Exercise description
In the material below, please retype the lines from the very first through the one with "2px #444) drop-shadow(0", exactly and without pictures.

━━━━━ Recorded data ━━━━━

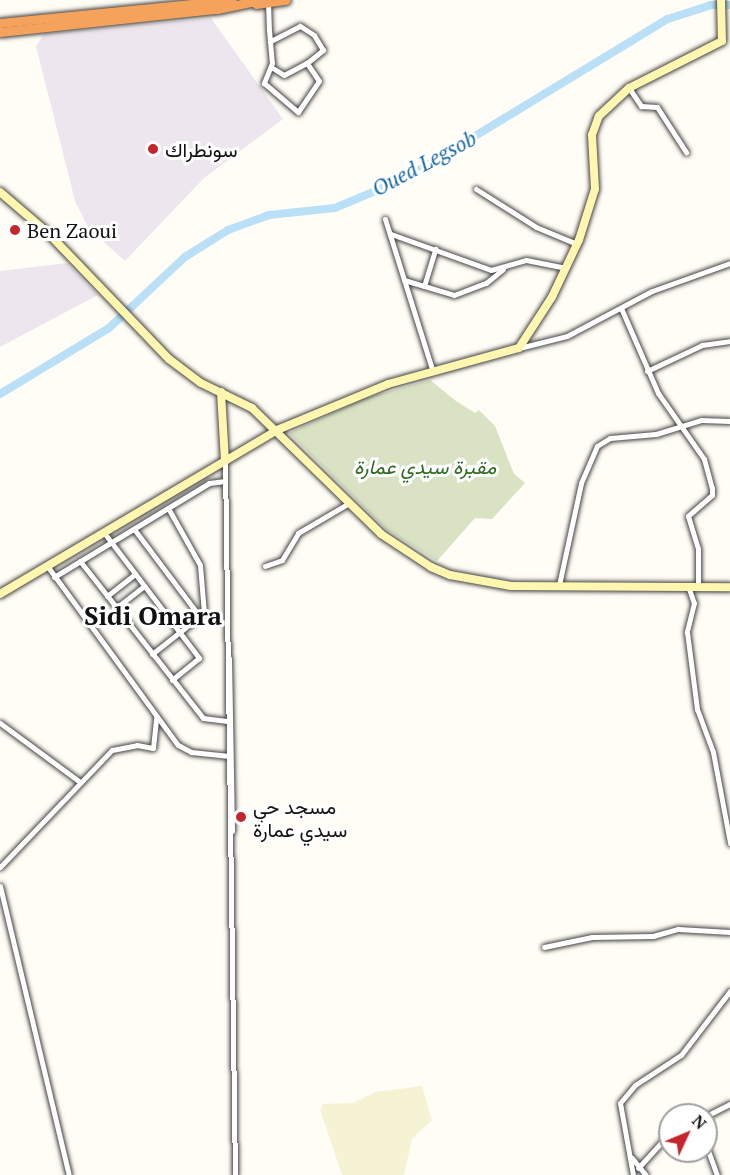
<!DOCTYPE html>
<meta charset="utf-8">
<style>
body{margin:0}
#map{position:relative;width:730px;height:1175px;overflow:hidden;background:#fffdf5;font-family:"PT Serif",Vazirmatn,serif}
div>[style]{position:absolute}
.industrial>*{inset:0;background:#eee6ef}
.farmland>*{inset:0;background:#f6f3d4}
.cemetery>*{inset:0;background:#d9e3c4}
.river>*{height:8px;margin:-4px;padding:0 4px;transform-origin:4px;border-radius:4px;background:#b9e0f7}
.roads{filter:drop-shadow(0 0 2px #444) drop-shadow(0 0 2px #444)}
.street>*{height:5px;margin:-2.5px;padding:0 2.5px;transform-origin:2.5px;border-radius:2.5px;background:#fff}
.secondary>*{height:8px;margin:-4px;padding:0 4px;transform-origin:4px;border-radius:4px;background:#fff6b0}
.highway>*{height:9px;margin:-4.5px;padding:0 4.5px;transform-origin:4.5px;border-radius:4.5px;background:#f5a25d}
.dots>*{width:16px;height:16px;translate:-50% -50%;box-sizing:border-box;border:3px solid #fff;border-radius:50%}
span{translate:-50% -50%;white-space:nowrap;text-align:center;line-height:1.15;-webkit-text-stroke:6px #fff;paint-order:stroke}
.poi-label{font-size:20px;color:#111}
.left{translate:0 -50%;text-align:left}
.park-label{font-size:20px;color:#2f6b1f;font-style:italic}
.water-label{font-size:21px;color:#1768a6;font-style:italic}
.district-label{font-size:26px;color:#111;font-weight:700}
.north{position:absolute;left:658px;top:1103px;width:60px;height:60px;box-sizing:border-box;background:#fff;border:2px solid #a0a0a0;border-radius:50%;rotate:46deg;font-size:16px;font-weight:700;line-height:24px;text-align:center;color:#111}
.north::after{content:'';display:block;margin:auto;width:21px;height:27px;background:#c4262e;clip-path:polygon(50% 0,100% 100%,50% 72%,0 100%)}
</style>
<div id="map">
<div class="industrial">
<div style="clip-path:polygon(211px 18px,283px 119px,204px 178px,125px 261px,89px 229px,75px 201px,36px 46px,44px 34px)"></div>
<div style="clip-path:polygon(67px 263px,98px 295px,0 347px,0 271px)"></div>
</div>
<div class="farmland">
<div style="clip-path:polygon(422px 1086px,432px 1120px,412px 1139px,404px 1175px,342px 1175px,320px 1110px,323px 1104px,353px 1103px,376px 1092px)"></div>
</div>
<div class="cemetery">
<div style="clip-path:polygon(430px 380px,456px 401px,475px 413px,479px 410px,495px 426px,514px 474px,525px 483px,492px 519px,475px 518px,437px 561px,386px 529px,289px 433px,366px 398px)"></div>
</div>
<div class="river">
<div style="left:0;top:394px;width:127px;rotate:-31.2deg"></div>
<div style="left:109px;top:328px;width:104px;rotate:-43.1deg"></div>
<div style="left:185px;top:257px;width:51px;rotate:-32.1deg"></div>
<div style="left:228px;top:230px;width:44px;rotate:-20.1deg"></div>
<div style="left:269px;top:215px;width:66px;rotate:-6.1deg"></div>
<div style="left:335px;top:208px;width:77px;rotate:-22.9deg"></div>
<div style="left:406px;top:178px;width:306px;rotate:-31.3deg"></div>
<div style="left:668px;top:19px;width:45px;rotate:-18deg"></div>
<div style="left:711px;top:5px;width:19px"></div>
</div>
<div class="roads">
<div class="street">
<div style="left:268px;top:2px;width:28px;rotate:88deg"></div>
<div style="left:269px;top:30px;width:33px;rotate:85deg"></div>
<div style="left:272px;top:63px;width:22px;rotate:112deg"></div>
<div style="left:264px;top:83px;width:45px;rotate:40.5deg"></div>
<div style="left:298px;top:112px;width:37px;rotate:-56deg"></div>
<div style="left:319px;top:81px;width:22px;rotate:-124deg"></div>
<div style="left:307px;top:63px;width:21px;rotate:-39deg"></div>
<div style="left:323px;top:50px;width:17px;rotate:-121deg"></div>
<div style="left:314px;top:35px;width:17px;rotate:-147deg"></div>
<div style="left:300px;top:26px;width:34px;rotate:153deg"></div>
<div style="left:271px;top:67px;width:15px;rotate:32deg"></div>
<div style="left:284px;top:75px;width:26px;rotate:-28deg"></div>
<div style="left:629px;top:88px;width:22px;rotate:56deg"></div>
<div style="left:641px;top:106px;width:16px;rotate:4deg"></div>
<div style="left:657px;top:107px;width:54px;rotate:57.2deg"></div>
<div style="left:476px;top:189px;width:71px;rotate:32.3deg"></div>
<div style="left:536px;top:227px;width:44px;rotate:22.5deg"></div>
<div style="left:385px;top:219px;width:160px;rotate:72.6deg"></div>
<div style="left:391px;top:234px;width:106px;rotate:19.8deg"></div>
<div style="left:491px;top:270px;width:36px;rotate:-16deg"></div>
<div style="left:526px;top:260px;width:41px;rotate:11.3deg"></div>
<div style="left:404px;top:280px;width:52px;rotate:16.7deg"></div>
<div style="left:454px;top:295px;width:34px;rotate:-21deg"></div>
<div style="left:486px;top:283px;width:22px;rotate:-39deg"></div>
<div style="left:424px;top:286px;width:39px;rotate:-73deg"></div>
<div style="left:621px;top:308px;width:93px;rotate:66.5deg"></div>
<div style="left:658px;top:393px;width:80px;rotate:55.1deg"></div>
<div style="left:704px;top:459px;width:30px;rotate:75deg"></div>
<div style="left:712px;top:488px;width:7px;rotate:90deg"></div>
<div style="left:712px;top:495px;width:32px;rotate:139deg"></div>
<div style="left:688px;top:516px;width:34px;rotate:73deg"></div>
<div style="left:698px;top:549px;width:37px;rotate:90deg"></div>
<div style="left:519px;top:348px;width:49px;rotate:-14deg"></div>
<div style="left:567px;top:336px;width:96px;rotate:-27.9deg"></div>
<div style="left:652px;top:291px;width:83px;rotate:-19.7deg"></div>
<div style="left:647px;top:371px;width:61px;rotate:-25.3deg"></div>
<div style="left:702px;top:345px;width:28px;rotate:-8deg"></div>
<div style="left:225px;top:461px;width:714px;rotate:89.2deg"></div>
<div style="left:134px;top:529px;width:110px;rotate:53.1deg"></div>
<div style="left:105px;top:534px;width:156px;rotate:52.8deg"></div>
<div style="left:199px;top:658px;width:35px;rotate:141deg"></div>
<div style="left:80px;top:561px;width:199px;rotate:51.9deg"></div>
<div style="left:203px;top:718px;width:26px;rotate:7deg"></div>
<div style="left:265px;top:566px;width:18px;rotate:-19deg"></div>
<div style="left:282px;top:560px;width:31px;rotate:-59deg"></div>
<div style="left:298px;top:533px;width:59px;rotate:-30.5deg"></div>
<div style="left:48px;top:567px;width:220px;rotate:53.9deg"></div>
<div style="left:178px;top:745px;width:15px;rotate:28deg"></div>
<div style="left:191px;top:752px;width:36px;rotate:6deg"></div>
<div style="left:54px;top:577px;width:181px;rotate:-31.2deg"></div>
<div style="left:209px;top:483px;width:16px;rotate:-7deg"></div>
<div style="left:559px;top:585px;width:104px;rotate:-77.8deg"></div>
<div style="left:581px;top:483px;width:40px;rotate:-66.6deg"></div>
<div style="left:597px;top:446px;width:15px;rotate:-32deg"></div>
<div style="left:610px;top:438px;width:46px;rotate:-5deg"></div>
<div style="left:656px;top:434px;width:47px;rotate:-17.3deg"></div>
<div style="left:701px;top:420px;width:29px;rotate:2deg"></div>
<div style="left:688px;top:586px;width:18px;rotate:71deg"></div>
<div style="left:694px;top:603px;width:30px;rotate:104deg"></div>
<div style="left:687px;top:632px;width:78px;rotate:82.6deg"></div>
<div style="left:697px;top:709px;width:46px;rotate:69.6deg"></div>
<div style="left:713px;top:752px;width:93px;rotate:79.4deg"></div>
<div style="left:107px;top:596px;width:36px;rotate:-38deg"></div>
<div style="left:116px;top:608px;width:36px;rotate:-38deg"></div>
<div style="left:152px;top:654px;width:66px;rotate:-38.3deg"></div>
<div style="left:204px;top:613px;width:48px;rotate:-94.8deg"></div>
<div style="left:200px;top:565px;width:65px;rotate:-119.3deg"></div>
<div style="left:229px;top:658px;width:173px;rotate:89deg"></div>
<div style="left:0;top:723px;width:99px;rotate:36.4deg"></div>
<div style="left:0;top:867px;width:162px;rotate:-46.3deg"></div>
<div style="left:112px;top:750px;width:25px;rotate:-11deg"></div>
<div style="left:137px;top:745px;width:16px;rotate:11deg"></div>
<div style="left:153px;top:748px;width:31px;rotate:-84deg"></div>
<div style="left:0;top:886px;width:297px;rotate:76.6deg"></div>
<div style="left:544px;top:947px;width:49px;rotate:-11.8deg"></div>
<div style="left:592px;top:937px;width:61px;rotate:-0.9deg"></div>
<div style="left:653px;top:936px;width:26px;rotate:-16deg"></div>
<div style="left:678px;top:929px;width:52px;rotate:3.3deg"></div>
<div style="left:706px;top:1130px;width:15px;rotate:-82deg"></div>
<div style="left:708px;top:1115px;width:25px;rotate:-27deg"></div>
<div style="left:706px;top:1145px;width:32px;rotate:70deg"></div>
<div style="left:632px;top:1158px;width:22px;rotate:51deg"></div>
<div style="left:638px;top:1168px;width:47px;rotate:-47.6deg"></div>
<div style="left:633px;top:1175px;width:73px;rotate:-100.2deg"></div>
<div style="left:620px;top:1103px;width:23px;rotate:-50deg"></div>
<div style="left:635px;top:1085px;width:55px;rotate:-33.1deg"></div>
<div style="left:681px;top:1055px;width:81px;rotate:-52.6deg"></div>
</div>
<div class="secondary">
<div style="left:0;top:192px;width:65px;rotate:40.6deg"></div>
<div style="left:49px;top:234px;width:173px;rotate:46.2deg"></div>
<div style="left:169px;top:359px;width:40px;rotate:37deg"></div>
<div style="left:201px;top:383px;width:57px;rotate:26.1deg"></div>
<div style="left:252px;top:408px;width:180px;rotate:44.3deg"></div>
<div style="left:381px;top:534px;width:60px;rotate:33.4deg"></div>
<div style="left:431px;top:567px;width:21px;rotate:23deg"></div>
<div style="left:450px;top:575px;width:62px;rotate:10.2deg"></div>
<div style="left:511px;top:586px;width:219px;rotate:0.3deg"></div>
<div style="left:221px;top:392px;width:69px;rotate:86.7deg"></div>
<div style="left:0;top:594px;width:322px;rotate:-30.6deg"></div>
<div style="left:277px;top:430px;width:120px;rotate:-22.5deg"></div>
<div style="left:388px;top:384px;width:136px;rotate:-15.4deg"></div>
<div style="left:519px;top:348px;width:61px;rotate:-57.1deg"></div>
<div style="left:552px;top:297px;width:63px;rotate:-64.7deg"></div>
<div style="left:579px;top:240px;width:53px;rotate:-72.6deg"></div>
<div style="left:595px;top:189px;width:54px;rotate:-93.2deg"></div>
<div style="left:592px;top:135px;width:20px;rotate:-70deg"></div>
<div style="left:599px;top:116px;width:41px;rotate:-43deg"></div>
<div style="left:629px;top:88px;width:104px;rotate:-26.8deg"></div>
<div style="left:722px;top:41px;width:41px;rotate:-91.4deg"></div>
</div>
<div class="highway">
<div style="left:256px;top:4px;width:30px;rotate:-8deg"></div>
<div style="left:0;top:23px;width:233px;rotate:-5.7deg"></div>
<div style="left:0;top:32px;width:218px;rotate:-6.1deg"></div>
<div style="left:217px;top:9px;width:45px;rotate:-11.6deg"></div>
</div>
</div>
<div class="dots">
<div style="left:153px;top:149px;background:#c4262e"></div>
<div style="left:15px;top:230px;background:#c4262e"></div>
<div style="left:241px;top:817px;background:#c4262e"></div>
</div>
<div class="poi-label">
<span class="left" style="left:165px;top:149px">سونطراك</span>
<span class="left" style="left:27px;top:230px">Ben Zaoui</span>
<span class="left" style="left:253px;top:818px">مسجد حي<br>سيدي عمارة</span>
</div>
<div class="park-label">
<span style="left:425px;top:466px">مقبرة سيدي عمارة</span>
</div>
<div class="water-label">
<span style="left:424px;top:163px;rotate:-28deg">Oued Legsob</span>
</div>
<div class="district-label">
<span style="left:153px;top:616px">Sidi Omara</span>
</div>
<div class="north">N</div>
</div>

━━━━━

Response to the task
<!DOCTYPE html>
<meta charset="utf-8">
<style>
body{margin:0}
#map{position:relative;width:730px;height:1175px;overflow:hidden;background:#fffdf5;font-family:"PT Serif",Vazirmatn,serif}
div>[style]{position:absolute}
.industrial>*{inset:0;background:#eee6ef}
.farmland>*{inset:0;background:#f6f3d4}
.cemetery>*{inset:0;background:#d9e3c4}
.river>*{height:8px;margin:-4px;padding:0 4px;transform-origin:4px;border-radius:4px;background:#b9e0f7}
.roads{filter:drop-shadow(0 0 2px #444) drop-shadow(0 0 2px #444)}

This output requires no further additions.